--- Records for the task ---
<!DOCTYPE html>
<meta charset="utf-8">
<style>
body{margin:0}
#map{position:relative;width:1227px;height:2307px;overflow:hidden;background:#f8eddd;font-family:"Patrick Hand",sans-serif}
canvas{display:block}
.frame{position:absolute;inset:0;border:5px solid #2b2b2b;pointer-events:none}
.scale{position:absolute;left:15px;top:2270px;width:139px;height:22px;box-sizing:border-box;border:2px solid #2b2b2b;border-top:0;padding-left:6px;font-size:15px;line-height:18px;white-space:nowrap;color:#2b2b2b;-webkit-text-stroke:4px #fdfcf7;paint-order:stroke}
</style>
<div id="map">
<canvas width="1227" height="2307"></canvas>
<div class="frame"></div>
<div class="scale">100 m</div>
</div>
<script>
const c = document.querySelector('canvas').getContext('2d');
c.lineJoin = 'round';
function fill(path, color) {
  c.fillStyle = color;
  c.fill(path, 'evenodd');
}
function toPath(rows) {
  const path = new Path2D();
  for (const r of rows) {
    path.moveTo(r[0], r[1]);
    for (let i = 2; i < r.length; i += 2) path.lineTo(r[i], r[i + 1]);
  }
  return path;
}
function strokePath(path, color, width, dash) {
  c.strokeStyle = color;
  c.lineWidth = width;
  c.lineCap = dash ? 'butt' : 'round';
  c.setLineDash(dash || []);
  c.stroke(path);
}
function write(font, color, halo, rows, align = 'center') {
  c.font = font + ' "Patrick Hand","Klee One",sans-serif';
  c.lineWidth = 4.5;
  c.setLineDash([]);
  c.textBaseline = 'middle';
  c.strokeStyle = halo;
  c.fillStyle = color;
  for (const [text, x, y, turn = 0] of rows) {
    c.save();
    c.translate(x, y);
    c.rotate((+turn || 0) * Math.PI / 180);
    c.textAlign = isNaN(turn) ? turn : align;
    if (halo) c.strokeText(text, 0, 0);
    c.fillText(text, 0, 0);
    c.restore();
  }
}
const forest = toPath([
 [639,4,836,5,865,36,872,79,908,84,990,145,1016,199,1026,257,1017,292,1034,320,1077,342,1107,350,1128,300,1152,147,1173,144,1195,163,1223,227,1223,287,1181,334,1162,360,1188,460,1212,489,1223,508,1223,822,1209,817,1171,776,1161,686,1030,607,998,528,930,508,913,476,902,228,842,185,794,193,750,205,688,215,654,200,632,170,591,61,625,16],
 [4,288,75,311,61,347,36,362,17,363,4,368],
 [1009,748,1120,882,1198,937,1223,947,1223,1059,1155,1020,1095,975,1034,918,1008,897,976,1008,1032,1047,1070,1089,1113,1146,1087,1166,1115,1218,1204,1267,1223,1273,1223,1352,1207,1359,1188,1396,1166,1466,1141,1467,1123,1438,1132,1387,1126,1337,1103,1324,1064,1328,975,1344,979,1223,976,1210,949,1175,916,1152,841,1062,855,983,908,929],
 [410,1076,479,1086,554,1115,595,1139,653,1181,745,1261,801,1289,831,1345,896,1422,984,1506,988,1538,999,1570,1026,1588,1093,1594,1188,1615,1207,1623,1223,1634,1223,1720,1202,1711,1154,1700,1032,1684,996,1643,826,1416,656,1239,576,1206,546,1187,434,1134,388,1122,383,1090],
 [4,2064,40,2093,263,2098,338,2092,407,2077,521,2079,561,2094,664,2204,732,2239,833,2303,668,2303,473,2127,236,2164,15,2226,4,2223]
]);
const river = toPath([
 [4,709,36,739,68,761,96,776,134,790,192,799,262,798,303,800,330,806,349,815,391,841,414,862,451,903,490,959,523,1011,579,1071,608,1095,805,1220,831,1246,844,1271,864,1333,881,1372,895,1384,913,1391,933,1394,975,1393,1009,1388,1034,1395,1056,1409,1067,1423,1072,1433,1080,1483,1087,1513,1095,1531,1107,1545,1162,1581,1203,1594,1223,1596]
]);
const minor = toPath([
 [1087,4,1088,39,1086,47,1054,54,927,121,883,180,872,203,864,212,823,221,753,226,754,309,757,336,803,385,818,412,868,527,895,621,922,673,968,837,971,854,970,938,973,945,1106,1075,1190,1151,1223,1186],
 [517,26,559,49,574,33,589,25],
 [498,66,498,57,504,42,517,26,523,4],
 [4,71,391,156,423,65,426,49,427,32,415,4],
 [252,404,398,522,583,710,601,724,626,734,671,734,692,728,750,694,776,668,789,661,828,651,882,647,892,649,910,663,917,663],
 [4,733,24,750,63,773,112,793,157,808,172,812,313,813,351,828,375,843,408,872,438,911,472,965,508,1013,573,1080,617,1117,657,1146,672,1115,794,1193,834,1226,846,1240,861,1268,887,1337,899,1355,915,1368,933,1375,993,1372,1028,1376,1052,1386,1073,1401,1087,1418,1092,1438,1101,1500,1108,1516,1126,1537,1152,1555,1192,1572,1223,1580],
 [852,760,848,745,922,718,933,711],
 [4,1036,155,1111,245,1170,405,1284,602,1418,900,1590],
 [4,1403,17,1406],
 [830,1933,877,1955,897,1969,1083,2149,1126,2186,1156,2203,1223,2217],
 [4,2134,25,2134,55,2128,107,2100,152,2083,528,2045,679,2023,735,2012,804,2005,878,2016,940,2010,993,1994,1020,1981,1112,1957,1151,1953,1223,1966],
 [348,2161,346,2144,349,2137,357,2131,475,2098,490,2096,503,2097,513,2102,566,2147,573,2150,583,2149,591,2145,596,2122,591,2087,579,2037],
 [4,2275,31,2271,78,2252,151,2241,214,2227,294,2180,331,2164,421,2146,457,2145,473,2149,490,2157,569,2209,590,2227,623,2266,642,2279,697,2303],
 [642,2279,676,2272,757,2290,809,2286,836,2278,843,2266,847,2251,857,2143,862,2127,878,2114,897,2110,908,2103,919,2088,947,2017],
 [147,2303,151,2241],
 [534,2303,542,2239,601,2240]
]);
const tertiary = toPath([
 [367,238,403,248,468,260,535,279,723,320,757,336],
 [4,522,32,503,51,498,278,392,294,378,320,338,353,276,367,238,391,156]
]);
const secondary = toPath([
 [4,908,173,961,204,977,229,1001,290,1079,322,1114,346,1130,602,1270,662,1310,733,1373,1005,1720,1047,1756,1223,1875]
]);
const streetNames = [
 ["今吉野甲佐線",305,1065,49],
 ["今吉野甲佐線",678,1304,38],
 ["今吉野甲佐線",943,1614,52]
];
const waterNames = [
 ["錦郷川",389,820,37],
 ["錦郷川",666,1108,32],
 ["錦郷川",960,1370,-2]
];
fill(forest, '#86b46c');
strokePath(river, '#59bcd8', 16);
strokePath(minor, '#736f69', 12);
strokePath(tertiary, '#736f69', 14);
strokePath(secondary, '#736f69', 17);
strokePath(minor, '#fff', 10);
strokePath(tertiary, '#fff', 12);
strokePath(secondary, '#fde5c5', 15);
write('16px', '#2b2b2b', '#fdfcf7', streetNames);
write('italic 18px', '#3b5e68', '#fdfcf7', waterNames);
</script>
---
:: Prompt ::
Report every line in the data that holds "function", copying each one.

:: Answer to this problem ::
function fill(path, color) {
function toPath(rows) {
function strokePath(path, color, width, dash) {
function write(font, color, halo, rows, align = 'center') {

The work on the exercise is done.